Такова была жизнь многих сверстников Овидия; но только у Овидия она стала поэзией. Для этого нужна была еще одна составляющая величина, наименее поддающаяся научному определению, — поэтическое дарование. И оно оказалось у Овидия исключительно сильным. Именно как поэт «дарования», поэт «божьей милостью», прославился он на всю античность. Еще ребенком он заметил в себе дар к стихам («…что ни хотел я сказать прозою, стих выходил»), а юношей научился его использовать и больше доверял тем стихам, которые складывались у него сами, нежели тем, которые сочинялись по правилам.

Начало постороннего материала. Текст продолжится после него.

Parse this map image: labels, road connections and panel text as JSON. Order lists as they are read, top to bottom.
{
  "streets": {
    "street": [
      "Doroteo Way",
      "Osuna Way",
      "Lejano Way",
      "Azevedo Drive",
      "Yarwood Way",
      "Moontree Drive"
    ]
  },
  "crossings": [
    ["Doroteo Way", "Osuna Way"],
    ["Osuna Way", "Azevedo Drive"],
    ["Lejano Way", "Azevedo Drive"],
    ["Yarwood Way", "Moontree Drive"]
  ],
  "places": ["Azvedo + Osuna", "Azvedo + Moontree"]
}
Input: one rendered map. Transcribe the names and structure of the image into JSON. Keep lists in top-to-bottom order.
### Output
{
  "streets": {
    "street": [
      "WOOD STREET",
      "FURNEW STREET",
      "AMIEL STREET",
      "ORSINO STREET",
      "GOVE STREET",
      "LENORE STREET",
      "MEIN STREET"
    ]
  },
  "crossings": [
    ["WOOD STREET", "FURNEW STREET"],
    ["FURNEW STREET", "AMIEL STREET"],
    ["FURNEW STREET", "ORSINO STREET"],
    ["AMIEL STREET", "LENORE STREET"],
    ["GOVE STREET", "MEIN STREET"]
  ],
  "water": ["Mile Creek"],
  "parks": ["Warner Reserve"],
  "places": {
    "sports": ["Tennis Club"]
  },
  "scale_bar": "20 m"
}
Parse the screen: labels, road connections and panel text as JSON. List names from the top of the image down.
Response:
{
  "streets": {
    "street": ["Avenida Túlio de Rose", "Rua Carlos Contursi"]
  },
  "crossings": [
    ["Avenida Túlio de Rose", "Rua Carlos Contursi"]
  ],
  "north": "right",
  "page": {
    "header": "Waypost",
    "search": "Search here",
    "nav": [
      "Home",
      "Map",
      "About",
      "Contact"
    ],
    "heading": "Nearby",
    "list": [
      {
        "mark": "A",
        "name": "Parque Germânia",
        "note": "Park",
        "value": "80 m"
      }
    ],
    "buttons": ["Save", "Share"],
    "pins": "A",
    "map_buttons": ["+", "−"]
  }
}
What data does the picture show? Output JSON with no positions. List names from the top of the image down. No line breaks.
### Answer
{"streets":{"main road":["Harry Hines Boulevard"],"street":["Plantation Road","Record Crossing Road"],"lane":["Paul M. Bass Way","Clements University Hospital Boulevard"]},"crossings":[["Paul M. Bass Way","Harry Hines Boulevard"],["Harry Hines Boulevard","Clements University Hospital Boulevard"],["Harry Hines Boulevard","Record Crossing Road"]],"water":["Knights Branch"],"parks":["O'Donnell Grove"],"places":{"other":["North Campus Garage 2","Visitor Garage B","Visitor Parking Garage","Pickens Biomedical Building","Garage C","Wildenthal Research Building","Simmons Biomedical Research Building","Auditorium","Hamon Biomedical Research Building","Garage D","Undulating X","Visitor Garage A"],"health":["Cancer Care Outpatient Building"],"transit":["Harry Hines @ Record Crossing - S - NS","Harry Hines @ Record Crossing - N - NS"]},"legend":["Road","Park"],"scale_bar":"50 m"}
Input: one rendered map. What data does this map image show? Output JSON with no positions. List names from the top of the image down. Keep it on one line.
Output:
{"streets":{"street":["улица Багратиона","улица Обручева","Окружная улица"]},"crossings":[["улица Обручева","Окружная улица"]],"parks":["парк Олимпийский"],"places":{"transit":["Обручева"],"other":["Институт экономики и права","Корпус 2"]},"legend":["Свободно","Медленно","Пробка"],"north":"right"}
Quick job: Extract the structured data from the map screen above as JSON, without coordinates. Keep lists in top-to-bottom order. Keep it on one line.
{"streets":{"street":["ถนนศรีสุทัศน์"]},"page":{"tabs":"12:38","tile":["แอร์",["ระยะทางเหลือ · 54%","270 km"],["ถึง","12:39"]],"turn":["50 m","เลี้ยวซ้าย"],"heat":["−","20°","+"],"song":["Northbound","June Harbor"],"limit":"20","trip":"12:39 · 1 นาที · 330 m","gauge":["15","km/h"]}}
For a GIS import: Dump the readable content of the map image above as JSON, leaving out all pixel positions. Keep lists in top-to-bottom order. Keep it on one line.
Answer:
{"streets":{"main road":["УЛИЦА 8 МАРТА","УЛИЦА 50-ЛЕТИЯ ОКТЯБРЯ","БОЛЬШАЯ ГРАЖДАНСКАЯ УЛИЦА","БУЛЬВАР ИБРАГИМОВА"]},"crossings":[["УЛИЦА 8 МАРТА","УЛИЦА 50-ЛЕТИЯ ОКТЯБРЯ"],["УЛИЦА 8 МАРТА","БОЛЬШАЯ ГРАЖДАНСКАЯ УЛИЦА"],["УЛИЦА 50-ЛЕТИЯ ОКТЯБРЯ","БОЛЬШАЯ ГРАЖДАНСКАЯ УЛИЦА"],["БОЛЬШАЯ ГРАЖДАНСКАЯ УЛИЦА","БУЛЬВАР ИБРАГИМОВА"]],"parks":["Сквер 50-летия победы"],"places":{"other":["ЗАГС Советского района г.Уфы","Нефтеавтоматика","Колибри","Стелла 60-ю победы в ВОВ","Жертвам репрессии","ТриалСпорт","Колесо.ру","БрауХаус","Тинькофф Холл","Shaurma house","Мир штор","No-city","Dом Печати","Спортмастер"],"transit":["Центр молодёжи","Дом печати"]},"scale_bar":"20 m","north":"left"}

Не все были этим довольны: «Овидий не умел вовремя остановиться в удаче», «Он знал свои недостатки, но любил их», — вспоминает Сенека; «Не он владел своим дарованием, а дарование владело им», — вторит Квинтилиан. Сенека рассказывает, как однажды друзья приступили к Овидию с просьбой вычеркнуть из своих стихов три не в меру изысканные строки, которые они укажут; Овидий согласился, но выговорил право не вычеркивать три свои самые любимые строки, которые он укажет. Сравнили оба списка — в них оказались одни и те же три стиха: один из «Любовных элегий» (II, 11, 10): «Страшен озлобленный Норд, страшен незлобивый Нот», другой из «Науки любви» (11, 24): «Бык-получеловек и человек-полубык», третий нам неизвестен.